Kelly Scull ’14, Sigma Delta Tau
I thought I knew who I was supposed to be. I thought I had it all figured out. The U of R was the only school I applied to. I knew I was coming here before I entered my senior year of high school.

Since I was about 13 years old, I was a basketball player. That’s how I defined myself. By the time I was in 8th grade I was already 5’8" and I was lanky . . . and very awkward.
The only place I felt like I could be me was on the court, so that’s what I did. I played basketball. But even after I grew into myself, basketball was still how I defined me.
When I came to college, I had two priorities: (1) do well in my school (2) dedicate the rest of my time to becoming the best basketball player I could be.
The thought of joining a sorority never crossed my mind. To me, it seemed impossible to be a varsity athlete and a sorority girl. I thought those two worlds were never supposed to collide. But they did.
Somehow I got talked into going through recruitment then a year later I decided to run for President. Oh- then for some crazy reason…I decided to run again.
Becoming a part of this community changed me. The lessons I have learned, the skills I have acquired, and the relationships I have made are irreplaceable.
When I graduate in 40 days—yes, it is that close—it will be my involvement in this community that has had the biggest impact on my four years here.
I look around this room and am amazed by all of you. The fraternity and sorority community is made up of individuals and organizations that make this University better.
But this has nothing to do with the letters we wear. If we attended different universities, the majority of us would not be in the same organization. I have invested it in because of the women in my chapter. The organization itself does not make me “ever better.” It is the women in my chapter that do.
Every day, they challenge me. And they inspire me to become a stronger leader and a better person than I was the day before.
We should not define ourselves by our letters. We as individuals and as a collective define our organizations and define our community. And together, we make this community what it is.
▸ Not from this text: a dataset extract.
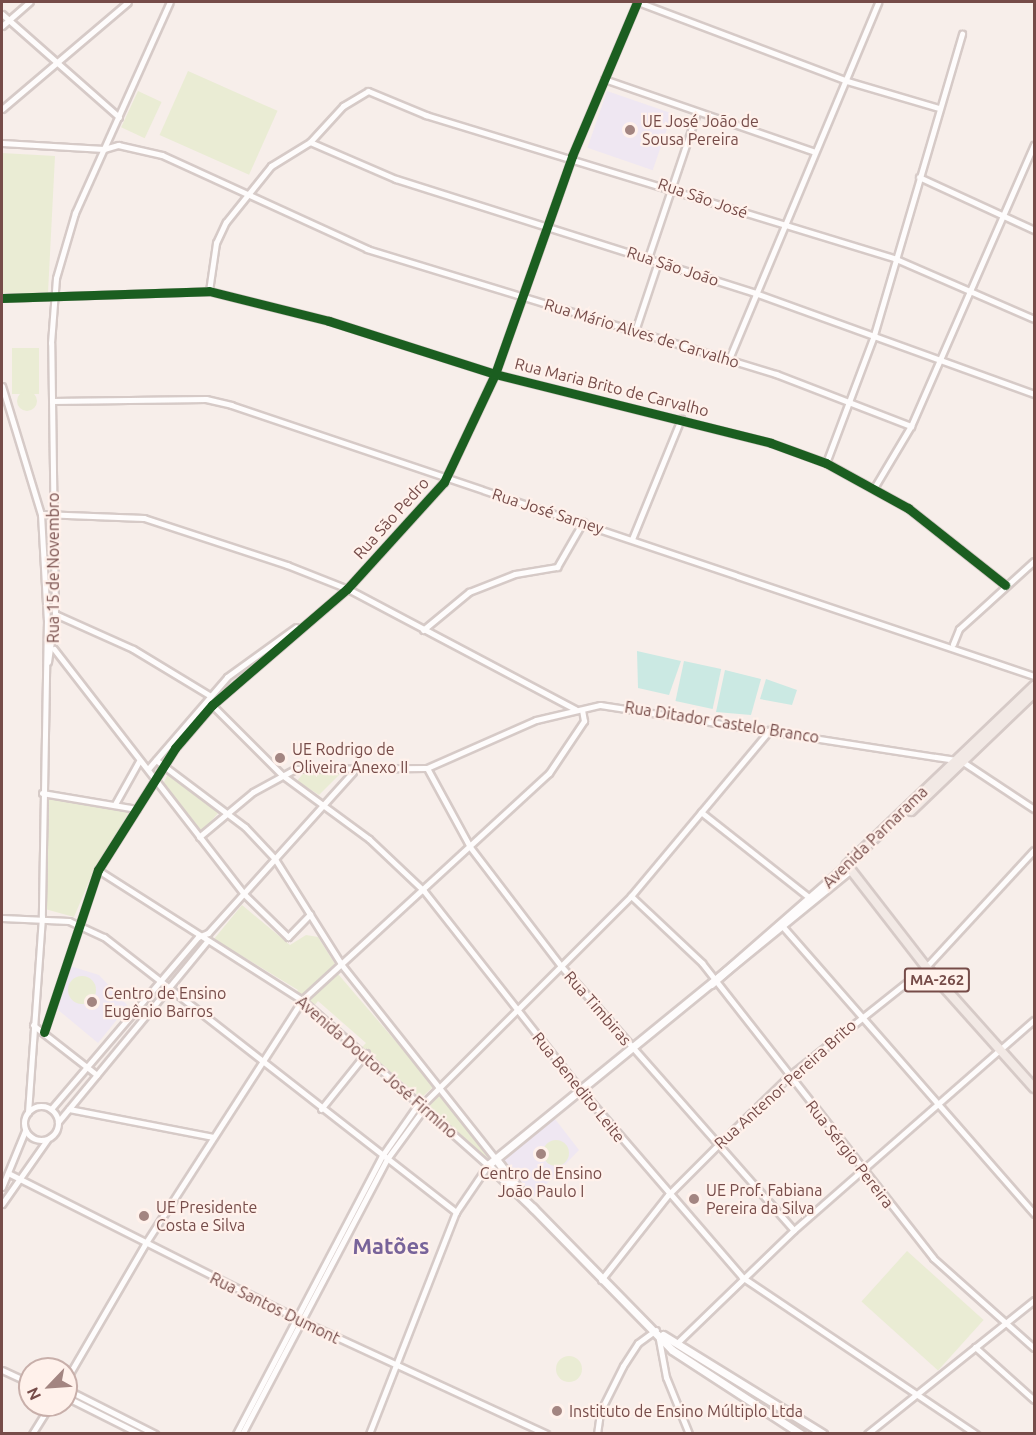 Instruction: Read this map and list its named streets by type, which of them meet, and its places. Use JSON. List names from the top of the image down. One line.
{"streets":{"main road":["Avenida Parnarama","MA-262"],"street":["Rua São José","Rua São João","Rua Mário Alves de Carvalho","Rua Maria Brito de Carvalho","Rua José Sarney","Rua São Pedro","Rua 15 de Novembro","Rua Ditador Castelo Branco","Rua Timbiras","Avenida Doutor José Firmino","Rua Antenor Pereira Brito","Rua Benedito Leite","Rua Sérgio Pereira","Rua Santos Dumont"]},"crossings":[["Rua São José","Rua São João"],["Rua São José","Rua São Pedro"],["Rua São João","Rua São Pedro"],["Rua Mário Alves de Carvalho","Rua São Pedro"],["Rua Mário Alves de Carvalho","Rua 15 de Novembro"],["Rua Maria Brito de Carvalho","Rua São Pedro"],["Rua Maria Brito de Carvalho","Rua 15 de Novembro"],["Rua José Sarney","Rua São Pedro"],["Rua José Sarney","Rua 15 de Novembro"],["Rua São Pedro","Avenida Doutor José Firmino"],["Rua São Pedro","Rua Benedito Leite"],["Rua Ditador Castelo Branco","Avenida Parnarama"],["Rua Ditador Castelo Branco","Rua Timbiras"],["Rua Ditador Castelo Branco","Rua Benedito Leite"],["Avenida Parnarama","MA-262"],["Avenida Parnarama","Rua Timbiras"],["Avenida Parnarama","Avenida Doutor José Firmino"],["Avenida Parnarama","Rua Benedito Leite"],["Avenida Parnarama","Rua Sérgio Pereira"],["MA-262","Rua Antenor Pereira Brito"],["Rua Timbiras","Rua Antenor Pereira Brito"],["Avenida Doutor José Firmino","Rua Antenor Pereira Brito"],["Rua Antenor Pereira Brito","Rua Benedito Leite"],["Rua Antenor Pereira Brito","Rua Sérgio Pereira"]],"districts":["Matões"],"places":["UE José João de Sousa Pereira","UE Rodrigo de Oliveira Anexo II","Centro de Ensino Eugênio Barros","Centro de Ensino João Paulo I","UE Prof. Fabiana Pereira da Silva","UE Presidente Costa e Silva","Instituto de Ensino Múltiplo Ltda"],"north":"bottom left"}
Yes, there are things in life that we can’t control. There will be some people who believe that being in a sorority or fraternity means that you are just like the stereotype that the media portrays. What we can do is show up. We need to make sure that we always have a voice at the table so we can define ourselves rather than let others define us.
Change is going to happen whether we like it or not. There are going to be changes to the University, changes to our own organizations and changes in our own personal lives.
And trust me, I understand that change is scary. I was scared to come to college and I am even more scared to leave. But, I have come to accept the fact that change is inevitable. There are many things in life that we can’t control but there are also many things that we can control. And that is what we need to focus on.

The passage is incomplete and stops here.